Aim of the exercise - Filter the entries for the word "fabs". Copy each line in which it occurs.

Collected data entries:
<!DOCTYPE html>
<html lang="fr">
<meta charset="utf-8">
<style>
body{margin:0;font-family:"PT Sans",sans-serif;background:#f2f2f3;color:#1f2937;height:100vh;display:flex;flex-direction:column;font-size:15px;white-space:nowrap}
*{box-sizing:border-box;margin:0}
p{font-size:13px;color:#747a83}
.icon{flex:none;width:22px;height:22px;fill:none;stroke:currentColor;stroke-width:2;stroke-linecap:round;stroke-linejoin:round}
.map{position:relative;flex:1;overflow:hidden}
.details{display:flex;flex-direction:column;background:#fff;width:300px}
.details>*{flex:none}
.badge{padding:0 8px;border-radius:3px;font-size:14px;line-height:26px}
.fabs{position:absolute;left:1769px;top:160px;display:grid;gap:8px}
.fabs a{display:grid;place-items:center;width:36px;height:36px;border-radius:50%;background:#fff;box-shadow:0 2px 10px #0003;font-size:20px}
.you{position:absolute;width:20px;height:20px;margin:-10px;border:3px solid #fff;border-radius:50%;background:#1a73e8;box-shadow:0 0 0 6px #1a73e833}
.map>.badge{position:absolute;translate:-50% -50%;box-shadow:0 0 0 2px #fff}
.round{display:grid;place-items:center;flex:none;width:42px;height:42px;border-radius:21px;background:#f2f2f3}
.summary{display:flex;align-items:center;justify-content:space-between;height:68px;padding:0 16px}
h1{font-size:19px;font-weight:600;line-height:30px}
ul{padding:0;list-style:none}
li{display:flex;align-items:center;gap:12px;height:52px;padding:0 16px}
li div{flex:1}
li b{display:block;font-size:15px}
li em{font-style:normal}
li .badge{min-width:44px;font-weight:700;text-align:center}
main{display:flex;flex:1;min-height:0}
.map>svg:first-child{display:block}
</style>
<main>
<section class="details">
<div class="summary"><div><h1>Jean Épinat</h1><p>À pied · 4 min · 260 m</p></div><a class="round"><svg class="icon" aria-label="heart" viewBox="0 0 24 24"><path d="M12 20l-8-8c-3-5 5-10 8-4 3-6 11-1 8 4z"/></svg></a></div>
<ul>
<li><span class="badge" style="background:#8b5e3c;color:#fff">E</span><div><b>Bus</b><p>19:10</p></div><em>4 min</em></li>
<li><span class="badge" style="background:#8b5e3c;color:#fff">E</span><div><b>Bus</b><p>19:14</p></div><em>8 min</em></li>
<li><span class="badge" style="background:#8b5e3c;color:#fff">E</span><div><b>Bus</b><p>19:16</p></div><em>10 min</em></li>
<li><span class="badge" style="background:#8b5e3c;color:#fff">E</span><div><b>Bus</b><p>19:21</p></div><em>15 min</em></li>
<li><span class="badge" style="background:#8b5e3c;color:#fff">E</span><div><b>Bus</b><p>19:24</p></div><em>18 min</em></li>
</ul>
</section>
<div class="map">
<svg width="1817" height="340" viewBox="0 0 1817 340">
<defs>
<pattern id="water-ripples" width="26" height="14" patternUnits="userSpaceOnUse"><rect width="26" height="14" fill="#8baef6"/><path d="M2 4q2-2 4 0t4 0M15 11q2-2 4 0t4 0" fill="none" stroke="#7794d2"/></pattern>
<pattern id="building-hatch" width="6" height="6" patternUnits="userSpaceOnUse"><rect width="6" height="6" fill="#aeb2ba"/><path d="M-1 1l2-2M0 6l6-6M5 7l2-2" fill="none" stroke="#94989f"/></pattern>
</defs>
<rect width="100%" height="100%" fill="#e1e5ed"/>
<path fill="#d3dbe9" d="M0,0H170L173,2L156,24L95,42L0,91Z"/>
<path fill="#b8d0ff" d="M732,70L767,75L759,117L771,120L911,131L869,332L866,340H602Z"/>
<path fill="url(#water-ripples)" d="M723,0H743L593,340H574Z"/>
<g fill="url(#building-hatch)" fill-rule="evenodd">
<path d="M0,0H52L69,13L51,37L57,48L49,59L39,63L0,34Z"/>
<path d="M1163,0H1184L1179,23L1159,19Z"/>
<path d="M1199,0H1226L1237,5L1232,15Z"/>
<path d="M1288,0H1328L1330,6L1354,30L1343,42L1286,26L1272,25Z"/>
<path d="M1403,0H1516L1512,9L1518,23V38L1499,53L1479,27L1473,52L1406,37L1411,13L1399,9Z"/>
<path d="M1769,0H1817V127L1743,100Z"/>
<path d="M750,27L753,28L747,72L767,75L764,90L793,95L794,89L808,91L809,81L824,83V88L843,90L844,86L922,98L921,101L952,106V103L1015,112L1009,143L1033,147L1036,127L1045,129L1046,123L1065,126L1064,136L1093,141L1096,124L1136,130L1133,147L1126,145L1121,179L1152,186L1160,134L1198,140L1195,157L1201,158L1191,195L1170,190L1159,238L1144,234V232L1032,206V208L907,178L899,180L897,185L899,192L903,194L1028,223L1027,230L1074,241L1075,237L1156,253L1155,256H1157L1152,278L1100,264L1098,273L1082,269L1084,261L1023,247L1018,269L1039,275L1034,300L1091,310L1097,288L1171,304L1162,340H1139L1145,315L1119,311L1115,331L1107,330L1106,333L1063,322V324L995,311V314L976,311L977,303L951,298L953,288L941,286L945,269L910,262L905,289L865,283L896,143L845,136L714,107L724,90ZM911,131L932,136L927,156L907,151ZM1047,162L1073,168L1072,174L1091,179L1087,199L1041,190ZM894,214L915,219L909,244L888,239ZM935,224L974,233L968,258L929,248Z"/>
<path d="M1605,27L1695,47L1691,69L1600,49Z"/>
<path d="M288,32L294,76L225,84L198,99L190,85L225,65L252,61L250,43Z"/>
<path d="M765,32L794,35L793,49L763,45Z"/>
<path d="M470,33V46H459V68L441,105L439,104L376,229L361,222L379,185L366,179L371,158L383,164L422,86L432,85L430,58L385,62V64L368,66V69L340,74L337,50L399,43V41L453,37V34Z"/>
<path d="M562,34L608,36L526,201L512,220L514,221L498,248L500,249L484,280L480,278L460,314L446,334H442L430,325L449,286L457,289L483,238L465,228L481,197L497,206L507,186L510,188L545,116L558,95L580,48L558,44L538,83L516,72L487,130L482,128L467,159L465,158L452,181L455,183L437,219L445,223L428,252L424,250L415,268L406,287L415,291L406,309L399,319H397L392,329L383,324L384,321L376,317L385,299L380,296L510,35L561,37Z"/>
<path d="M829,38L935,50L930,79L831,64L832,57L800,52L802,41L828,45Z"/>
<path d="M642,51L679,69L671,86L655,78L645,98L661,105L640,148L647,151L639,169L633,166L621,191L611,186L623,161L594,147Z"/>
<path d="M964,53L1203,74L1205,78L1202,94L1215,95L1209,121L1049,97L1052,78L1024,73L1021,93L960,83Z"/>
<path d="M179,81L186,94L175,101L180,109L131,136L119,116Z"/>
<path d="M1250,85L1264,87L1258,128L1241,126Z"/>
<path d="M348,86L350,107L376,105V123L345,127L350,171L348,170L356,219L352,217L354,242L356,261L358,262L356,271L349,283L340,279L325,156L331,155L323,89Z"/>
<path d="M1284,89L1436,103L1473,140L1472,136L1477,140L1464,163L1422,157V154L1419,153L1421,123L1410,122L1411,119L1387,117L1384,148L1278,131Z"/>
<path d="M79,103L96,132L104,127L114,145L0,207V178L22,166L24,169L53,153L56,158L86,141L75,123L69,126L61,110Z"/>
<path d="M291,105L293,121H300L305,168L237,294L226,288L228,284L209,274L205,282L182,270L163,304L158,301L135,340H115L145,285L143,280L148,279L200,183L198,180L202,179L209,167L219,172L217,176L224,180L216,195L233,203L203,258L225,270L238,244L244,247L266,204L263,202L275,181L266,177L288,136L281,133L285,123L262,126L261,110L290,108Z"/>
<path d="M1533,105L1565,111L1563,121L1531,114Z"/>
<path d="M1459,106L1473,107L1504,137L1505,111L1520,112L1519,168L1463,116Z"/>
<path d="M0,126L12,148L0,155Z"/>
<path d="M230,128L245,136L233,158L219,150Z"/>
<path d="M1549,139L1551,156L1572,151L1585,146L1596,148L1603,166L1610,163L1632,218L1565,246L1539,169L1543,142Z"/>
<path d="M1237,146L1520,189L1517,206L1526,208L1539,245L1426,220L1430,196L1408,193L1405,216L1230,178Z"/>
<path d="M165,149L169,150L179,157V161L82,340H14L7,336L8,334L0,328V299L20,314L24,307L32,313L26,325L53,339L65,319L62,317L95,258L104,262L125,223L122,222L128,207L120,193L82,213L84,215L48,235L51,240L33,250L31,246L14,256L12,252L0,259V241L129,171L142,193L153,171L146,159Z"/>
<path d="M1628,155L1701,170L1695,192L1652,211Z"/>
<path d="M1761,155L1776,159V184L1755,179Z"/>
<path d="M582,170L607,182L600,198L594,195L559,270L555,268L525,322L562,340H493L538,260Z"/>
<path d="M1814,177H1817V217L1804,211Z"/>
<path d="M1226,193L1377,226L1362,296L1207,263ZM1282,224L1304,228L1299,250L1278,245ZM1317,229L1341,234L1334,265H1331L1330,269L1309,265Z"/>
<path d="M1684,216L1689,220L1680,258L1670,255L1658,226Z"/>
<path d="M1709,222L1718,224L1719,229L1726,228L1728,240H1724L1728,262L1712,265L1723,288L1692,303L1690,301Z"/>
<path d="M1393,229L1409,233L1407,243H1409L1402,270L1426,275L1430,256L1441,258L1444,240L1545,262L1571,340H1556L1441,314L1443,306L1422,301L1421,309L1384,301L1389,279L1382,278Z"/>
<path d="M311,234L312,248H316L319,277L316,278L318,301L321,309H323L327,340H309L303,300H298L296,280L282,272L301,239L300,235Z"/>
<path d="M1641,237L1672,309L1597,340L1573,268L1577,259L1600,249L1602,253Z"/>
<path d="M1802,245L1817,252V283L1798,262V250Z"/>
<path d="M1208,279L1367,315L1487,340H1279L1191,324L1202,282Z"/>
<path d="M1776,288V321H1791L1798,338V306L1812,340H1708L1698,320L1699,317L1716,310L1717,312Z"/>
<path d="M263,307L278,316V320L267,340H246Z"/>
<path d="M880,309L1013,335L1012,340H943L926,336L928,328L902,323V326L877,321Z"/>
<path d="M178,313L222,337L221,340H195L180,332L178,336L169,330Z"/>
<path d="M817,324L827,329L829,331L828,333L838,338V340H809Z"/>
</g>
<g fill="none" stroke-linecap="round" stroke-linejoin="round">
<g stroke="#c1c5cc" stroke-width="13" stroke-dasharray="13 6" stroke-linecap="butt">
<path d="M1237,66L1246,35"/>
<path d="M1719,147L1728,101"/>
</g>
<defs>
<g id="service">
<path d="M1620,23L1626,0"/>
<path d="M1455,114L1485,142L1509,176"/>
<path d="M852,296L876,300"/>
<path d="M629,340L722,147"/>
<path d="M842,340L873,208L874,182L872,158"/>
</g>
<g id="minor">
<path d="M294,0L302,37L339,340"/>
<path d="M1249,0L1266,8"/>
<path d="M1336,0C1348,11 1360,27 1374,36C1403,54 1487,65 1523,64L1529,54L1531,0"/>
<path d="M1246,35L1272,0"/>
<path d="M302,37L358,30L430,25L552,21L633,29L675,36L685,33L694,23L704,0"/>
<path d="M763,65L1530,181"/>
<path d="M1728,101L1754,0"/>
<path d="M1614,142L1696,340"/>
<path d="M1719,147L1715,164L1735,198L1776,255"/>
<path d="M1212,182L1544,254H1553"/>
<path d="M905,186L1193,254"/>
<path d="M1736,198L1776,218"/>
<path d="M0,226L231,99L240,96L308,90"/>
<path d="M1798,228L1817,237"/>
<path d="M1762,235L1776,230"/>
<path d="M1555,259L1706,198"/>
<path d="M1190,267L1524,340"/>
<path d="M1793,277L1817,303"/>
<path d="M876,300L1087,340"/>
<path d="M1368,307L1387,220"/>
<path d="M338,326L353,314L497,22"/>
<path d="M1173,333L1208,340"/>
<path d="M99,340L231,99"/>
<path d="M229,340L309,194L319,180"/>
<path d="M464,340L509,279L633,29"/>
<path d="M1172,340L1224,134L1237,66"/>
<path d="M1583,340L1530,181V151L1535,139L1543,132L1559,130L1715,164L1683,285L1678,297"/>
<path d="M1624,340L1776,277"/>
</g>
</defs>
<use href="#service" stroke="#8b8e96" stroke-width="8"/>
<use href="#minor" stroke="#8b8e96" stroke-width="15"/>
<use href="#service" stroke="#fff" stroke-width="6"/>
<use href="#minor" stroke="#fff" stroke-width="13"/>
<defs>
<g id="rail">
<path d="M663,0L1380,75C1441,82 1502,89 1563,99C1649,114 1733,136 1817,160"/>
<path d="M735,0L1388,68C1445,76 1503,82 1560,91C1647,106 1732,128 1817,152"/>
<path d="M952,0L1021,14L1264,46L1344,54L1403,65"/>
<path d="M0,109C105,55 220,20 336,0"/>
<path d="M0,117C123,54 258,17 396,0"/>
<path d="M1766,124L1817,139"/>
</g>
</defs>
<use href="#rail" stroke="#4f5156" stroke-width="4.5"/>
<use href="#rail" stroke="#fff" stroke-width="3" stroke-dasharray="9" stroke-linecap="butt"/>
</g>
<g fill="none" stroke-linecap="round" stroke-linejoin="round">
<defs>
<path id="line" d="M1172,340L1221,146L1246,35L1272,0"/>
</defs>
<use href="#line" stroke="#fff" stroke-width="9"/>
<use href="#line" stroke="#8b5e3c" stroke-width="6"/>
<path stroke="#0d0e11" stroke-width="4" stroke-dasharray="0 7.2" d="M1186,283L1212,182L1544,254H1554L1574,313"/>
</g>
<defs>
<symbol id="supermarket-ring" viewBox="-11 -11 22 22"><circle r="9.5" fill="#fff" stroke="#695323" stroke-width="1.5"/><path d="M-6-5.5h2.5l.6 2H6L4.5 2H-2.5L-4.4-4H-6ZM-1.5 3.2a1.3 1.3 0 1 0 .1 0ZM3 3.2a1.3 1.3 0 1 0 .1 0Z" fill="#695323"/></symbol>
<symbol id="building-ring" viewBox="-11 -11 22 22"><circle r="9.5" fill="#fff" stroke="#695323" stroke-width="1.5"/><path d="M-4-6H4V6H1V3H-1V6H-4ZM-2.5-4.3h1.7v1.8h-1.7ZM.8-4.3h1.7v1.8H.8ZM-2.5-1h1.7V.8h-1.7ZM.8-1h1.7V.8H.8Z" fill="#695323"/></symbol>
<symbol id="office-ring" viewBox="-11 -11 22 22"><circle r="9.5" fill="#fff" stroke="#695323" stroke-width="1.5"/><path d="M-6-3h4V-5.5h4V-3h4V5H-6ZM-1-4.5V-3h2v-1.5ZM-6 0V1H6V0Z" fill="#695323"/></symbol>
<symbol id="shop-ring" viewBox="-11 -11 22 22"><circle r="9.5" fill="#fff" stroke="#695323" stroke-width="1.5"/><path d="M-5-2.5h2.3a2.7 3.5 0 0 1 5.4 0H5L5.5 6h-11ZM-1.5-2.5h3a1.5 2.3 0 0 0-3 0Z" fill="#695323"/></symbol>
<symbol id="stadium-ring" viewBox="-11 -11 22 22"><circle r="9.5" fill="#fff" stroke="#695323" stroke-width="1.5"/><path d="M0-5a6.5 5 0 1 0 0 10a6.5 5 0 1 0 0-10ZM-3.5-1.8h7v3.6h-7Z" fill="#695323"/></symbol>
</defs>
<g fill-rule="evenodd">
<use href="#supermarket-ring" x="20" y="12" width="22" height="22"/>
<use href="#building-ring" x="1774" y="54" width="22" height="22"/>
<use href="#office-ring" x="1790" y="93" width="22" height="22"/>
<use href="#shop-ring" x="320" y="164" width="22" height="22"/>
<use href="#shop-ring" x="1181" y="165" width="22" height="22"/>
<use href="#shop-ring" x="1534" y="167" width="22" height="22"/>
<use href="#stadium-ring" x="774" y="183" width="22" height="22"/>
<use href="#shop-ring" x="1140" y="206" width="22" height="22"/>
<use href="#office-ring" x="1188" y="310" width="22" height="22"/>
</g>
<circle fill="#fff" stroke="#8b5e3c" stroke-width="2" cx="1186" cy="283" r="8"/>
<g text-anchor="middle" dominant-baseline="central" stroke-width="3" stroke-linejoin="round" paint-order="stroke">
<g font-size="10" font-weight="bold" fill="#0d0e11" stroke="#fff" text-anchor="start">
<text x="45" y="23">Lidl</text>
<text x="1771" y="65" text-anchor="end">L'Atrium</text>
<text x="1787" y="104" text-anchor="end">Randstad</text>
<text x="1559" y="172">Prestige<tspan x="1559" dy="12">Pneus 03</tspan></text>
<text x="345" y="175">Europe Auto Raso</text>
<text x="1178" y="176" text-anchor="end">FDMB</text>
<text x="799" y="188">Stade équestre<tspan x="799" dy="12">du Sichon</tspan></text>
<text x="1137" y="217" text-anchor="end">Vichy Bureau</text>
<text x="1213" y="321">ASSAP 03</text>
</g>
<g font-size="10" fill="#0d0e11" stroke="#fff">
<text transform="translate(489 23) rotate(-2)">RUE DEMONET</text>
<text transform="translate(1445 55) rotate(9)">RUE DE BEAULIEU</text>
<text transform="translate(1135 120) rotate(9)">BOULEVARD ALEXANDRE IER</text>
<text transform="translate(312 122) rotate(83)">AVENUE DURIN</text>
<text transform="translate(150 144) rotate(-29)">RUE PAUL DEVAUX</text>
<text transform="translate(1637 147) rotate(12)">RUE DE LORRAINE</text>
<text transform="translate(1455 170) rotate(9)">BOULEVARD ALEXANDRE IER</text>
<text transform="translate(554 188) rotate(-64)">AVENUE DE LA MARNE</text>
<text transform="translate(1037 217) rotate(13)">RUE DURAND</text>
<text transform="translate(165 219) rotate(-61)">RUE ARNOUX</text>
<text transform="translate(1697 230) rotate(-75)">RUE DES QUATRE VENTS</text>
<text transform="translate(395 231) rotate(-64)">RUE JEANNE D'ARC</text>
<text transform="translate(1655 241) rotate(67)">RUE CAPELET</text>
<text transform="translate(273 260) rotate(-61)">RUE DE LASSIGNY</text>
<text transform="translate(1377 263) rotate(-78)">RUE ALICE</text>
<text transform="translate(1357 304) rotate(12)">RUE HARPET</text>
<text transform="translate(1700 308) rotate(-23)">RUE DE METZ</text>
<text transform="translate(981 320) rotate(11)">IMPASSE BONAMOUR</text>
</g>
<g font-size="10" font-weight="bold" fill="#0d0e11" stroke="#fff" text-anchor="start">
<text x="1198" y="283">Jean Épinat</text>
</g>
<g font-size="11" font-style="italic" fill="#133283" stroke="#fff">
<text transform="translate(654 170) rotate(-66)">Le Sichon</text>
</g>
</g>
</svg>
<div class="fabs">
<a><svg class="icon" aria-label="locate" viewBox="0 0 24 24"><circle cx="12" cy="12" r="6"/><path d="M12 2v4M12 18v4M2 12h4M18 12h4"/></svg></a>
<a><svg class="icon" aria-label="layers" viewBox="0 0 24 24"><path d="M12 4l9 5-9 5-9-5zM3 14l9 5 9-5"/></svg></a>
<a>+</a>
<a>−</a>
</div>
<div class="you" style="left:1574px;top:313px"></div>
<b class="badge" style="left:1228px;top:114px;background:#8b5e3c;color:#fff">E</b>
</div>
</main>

Solution -
.fabs{position:absolute;left:1769px;top:160px;display:grid;gap:8px}
.fabs a{display:grid;place-items:center;width:36px;height:36px;border-radius:50%;background:#fff;box-shadow:0 2px 10px #0003;font-size:20px}
<div class="fabs">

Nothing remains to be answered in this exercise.